Work item = Please copy each line of the records below that holds the word "Quick".

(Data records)
Segment Open
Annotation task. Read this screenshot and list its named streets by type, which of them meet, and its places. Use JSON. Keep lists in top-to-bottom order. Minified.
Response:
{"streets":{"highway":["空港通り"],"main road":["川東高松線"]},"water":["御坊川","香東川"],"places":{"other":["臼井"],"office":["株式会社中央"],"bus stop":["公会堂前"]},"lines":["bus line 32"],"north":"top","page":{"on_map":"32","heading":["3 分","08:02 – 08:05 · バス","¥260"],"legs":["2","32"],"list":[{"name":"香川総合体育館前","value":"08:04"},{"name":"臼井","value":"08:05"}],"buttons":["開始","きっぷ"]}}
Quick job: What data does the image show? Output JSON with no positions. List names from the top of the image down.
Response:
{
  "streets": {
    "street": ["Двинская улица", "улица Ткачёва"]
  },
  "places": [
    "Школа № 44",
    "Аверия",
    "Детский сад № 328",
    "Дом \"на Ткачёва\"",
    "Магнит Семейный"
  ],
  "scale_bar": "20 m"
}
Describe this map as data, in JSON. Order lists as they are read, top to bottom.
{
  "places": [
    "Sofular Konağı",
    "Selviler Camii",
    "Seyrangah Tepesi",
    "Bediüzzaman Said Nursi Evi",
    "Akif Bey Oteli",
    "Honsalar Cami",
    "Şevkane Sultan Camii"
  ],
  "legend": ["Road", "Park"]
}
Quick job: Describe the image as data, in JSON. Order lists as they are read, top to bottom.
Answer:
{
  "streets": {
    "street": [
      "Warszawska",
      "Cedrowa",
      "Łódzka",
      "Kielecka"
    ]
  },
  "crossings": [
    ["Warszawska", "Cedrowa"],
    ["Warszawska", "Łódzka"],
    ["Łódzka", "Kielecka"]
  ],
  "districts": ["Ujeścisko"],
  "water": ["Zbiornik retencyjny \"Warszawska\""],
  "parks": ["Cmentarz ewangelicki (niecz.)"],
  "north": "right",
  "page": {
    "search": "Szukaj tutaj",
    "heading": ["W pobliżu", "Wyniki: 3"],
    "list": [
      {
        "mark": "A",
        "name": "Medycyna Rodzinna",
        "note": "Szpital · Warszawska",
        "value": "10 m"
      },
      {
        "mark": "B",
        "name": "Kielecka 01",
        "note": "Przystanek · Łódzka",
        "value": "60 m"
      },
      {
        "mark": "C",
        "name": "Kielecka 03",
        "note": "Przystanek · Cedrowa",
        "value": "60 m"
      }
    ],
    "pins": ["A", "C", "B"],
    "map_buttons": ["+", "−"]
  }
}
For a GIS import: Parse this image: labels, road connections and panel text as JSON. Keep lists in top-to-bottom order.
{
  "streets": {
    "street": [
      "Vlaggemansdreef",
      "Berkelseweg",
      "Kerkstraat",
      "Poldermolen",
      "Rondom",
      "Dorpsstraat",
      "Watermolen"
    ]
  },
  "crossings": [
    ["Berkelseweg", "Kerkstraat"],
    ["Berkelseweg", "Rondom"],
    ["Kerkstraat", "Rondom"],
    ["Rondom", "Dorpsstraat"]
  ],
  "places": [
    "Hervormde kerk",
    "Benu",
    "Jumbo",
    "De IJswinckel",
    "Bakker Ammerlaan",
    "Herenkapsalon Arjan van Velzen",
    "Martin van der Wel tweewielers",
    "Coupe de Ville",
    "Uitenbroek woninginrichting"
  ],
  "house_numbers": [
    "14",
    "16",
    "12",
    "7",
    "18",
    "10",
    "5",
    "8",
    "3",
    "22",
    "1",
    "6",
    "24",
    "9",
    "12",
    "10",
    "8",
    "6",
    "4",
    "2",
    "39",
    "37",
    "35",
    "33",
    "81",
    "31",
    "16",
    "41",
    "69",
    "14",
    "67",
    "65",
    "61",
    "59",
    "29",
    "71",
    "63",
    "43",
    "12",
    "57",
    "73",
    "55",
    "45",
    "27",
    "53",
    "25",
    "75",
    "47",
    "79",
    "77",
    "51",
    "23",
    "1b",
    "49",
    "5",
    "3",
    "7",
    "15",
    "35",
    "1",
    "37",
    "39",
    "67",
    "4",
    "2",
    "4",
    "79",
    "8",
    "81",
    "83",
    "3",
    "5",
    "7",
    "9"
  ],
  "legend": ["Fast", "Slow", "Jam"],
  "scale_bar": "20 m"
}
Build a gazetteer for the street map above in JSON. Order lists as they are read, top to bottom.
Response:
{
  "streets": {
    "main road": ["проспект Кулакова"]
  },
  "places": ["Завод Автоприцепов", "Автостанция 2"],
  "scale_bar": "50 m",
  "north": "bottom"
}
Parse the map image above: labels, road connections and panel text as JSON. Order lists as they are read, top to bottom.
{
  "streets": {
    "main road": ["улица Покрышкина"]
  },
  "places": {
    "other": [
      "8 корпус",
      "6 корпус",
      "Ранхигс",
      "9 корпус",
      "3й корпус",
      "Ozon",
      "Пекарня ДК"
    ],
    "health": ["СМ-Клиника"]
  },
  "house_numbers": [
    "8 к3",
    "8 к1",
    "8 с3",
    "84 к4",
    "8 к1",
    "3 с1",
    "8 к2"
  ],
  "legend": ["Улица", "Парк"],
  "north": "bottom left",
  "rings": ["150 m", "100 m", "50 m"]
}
Segment Closed
Task answer =
Quick job: What data does the image show? Output JSON with no positions. List names from the top of the image down.
Quick job: Describe the image as data, in JSON. Order lists as they are read, top to bottom.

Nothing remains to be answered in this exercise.